2.15.2009

Sulfa Drugs: Miracle making a comeback?


Today in my Microbiology lab we set up an experiment to test the hypothesis that sulfa drugs work by competitive inhibition of an enzyme crucial for synthesis of folic acid, which is a precursor for amino acids and nucleic acids, in bacteria.

Sulfa drugs were discovered by Gerhard Dormagk, a German pathologist and bacteriologist around the time of World War II.
At this time, people were dying not from the wounds they sustained during the war, but from the bacterial infection that festered in these wounds. These were the times before penicillin.

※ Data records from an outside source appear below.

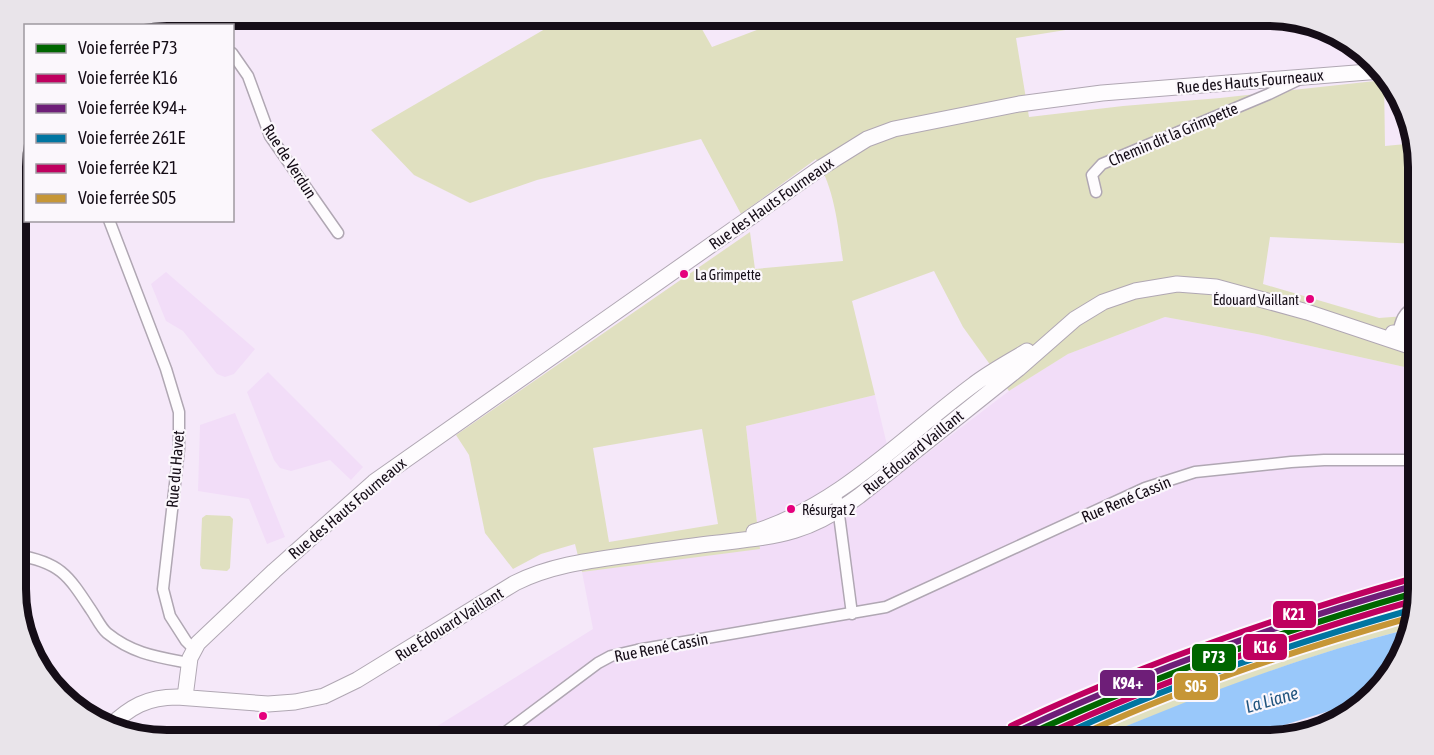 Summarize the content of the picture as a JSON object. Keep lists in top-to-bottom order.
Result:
{
  "streets": {
    "street": [
      "Rue des Hauts Fourneaux",
      "Chemin dit la Grimpette",
      "Rue de Verdun",
      "Rue Édouard Vaillant",
      "Rue du Havet",
      "Rue René Cassin"
    ]
  },
  "crossings": [
    ["Rue des Hauts Fourneaux", "Chemin dit la Grimpette"],
    ["Rue des Hauts Fourneaux", "Rue du Havet"]
  ],
  "water": ["La Liane"],
  "places": ["La Grimpette", "Édouard Vaillant", "Résurgat 2"],
  "lines": [
    "rail line K21",
    "rail line K94+",
    "rail line P73",
    "rail line K16",
    "rail line 261E",
    "rail line S05"
  ],
  "legend": [
    "Voie ferrée P73",
    "Voie ferrée K16",
    "Voie ferrée K94+",
    "Voie ferrée 261E",
    "Voie ferrée K21",
    "Voie ferrée S05"
  ]
}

Dormagk ran structured tests to see what drug would work against these bacteria and he finally discovered these sulfa drugs- more commonly- sulfonamide or sulfanilimide.

These drugs work by competitive inhibition at the active site of the DHPS enzyme that catalyzes the formation of p-amino benzoic acid (PABA) to folic acid, which is a precursor for biosynthesis of amino acids and nucleic acids. Essentially, the drug prevents the bacteria from making folic acid and so the bacteria cannot thrive. Fortunately, humans do not make folic acid (we have to ingest it) so this drug does not affect us.

Before the drug was available on the market, Dormagk's daughter became ill with strep. She was not responding to the treatment available at that time, so he decided to give this drug to her. She recovered, and this was instant proof for the viability of these drugs for widespread use.

During the war, soldiers would have pouches filled with some of this drug in powdered form. The use of sulfanilimide greatly reduced the fatalities due to bacterial infection of wounds during this time.

Eventually, when penicillin and other antibiotics were discovered, sulfa drugs began to lose favor. However, today with the prevalence of HIV/AIDS and antibiotic resistance, these drugs are beginning to make a comeback.